Deze prijs, die correspondeert met de waarde van de betreffende onverdeelde helft, is wat cliënte betreft akkoord."
2.15
Op 12 mei 2010 heeft Ludinga aan makelaar Hoekstra een concept-overeenkomst gestuurd waarin het in het e-mailbericht van 18 maart 2010 vermelde is opgenomen.
2.16
Bij brief van 14 juni 2010 heeft de bestuurder van Accolade, [E] , aan Ludinga bericht, voor zover hier van belang:"Wij hebben binnen de directie van Accolade een verkennend gesprek gehad over de voorstellen m.b.t. Ludinga, zoals deze nu op tafel liggen. Het moet - ook voor de heer [B] - duidelijk zijn, dat woningcorporaties in deze tijd buitengewoon zorgvuldig om moeten gaan met vastgoedtransacties. (…) Dat betekent dat binnen Accolade wij doordacht de voorstellen en alternatieve scenario's willen doornemen en de grondpositie met de leden van de Raad van Commissarissen moeten bespreken. Dat doen wij niet om onnodig te vertragen - want daar heeft Accolade helemaal geen belang bij - maar wel om een goed en zorgvuldig afgewogen besluit te kunnen nemen (…).

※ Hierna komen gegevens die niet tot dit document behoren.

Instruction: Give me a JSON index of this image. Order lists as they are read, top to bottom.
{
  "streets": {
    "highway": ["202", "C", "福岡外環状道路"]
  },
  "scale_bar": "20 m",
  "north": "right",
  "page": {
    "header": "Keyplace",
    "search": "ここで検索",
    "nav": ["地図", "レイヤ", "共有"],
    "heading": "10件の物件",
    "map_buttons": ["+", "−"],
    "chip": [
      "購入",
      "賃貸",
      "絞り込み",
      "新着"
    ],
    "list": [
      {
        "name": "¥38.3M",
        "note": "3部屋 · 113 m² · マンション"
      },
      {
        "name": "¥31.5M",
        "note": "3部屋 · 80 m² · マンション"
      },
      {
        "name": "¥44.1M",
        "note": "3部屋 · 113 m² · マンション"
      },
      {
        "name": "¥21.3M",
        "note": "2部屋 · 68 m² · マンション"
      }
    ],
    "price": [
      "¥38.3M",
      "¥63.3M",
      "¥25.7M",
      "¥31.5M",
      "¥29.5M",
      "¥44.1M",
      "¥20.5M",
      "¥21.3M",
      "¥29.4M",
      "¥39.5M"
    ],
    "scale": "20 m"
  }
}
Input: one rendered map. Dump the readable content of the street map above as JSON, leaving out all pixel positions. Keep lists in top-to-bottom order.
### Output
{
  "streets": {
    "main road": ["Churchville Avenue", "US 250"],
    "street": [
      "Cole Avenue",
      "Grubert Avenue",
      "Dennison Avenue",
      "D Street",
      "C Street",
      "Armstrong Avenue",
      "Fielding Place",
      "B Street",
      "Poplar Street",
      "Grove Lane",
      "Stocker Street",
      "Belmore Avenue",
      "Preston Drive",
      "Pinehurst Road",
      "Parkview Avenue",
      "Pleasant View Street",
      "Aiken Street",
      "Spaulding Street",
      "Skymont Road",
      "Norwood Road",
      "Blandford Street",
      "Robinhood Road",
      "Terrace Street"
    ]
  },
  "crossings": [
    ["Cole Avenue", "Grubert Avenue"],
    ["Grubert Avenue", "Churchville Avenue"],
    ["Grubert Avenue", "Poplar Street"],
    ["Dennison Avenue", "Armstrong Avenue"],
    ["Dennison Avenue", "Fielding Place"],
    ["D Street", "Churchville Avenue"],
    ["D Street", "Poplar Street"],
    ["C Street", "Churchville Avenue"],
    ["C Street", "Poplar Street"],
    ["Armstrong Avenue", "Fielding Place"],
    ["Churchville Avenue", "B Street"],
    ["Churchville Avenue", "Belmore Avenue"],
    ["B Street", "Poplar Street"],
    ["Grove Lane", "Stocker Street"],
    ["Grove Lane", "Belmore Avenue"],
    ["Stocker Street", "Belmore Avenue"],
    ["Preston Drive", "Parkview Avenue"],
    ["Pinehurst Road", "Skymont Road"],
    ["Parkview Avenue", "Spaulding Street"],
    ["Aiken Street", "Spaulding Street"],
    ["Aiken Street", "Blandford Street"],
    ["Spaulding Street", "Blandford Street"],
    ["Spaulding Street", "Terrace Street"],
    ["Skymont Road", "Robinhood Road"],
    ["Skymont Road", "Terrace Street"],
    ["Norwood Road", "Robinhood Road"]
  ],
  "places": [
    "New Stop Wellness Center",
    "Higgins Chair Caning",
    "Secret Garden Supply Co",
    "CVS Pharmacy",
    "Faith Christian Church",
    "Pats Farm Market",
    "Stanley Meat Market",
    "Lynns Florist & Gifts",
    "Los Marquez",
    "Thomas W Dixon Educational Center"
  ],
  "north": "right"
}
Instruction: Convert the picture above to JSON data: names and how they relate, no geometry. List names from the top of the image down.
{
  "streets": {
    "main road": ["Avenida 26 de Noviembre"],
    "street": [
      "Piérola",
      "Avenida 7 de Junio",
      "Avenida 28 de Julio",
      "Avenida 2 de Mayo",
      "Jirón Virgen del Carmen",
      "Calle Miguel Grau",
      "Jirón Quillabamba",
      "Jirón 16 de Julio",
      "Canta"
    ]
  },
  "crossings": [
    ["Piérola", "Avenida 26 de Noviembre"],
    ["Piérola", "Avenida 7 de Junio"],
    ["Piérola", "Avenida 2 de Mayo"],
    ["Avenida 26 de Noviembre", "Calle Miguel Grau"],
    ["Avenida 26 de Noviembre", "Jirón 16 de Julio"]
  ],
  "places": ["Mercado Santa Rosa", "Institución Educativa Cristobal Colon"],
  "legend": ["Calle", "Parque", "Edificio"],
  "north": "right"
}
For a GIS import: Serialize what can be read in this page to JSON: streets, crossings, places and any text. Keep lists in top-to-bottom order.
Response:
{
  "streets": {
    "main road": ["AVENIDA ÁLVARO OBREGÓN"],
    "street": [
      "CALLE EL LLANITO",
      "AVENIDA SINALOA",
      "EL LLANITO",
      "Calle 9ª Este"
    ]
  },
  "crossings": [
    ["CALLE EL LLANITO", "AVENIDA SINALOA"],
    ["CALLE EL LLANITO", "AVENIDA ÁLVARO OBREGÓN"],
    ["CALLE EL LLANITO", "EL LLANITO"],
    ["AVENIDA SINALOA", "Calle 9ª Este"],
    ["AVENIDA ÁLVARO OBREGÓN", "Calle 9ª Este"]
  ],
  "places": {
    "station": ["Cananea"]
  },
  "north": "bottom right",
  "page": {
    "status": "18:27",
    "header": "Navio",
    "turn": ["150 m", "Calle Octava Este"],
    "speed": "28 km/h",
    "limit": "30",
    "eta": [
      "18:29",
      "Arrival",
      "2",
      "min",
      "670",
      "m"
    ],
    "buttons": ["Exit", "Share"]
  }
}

Omdat destijds ten tijde van de aankoop uitgegaan is van een heel ander scenario heeft Accolade tijd nodig om dit voor te bereiden om aan de Raad van Commissarissen te presenteren. Gezien de Raad van Commissarissen pas begin september bijeen komt hebben wij minimaal tot die tijd nodig om tot een standpunt te kunnen komen."
2.17
Bij brief van 5 augustus 2010 heeft [E] voornoemd aan Ludinga bericht, voor zover van belang:"In verband met de reeds lang lopende correspondentie ter zake van de vier u bekende percelen grond te Harlingen, waarvan wij gezamenlijk eigenaar zijn, bericht ik u als volgt. Om onduidelijkheden en misverstanden te voorkomen benadruk ik dat alleen ik als bestuurder bevoegd ben Stichting Accolade te vertegenwoordigen, en dat er over de Ludinga locatie geen afspraken kunnen worden gemaakt die Stichting Accolade binden, als deze niet schriftelijk en integraal worden vastgelegd en ik die afspraken heb ondertekend.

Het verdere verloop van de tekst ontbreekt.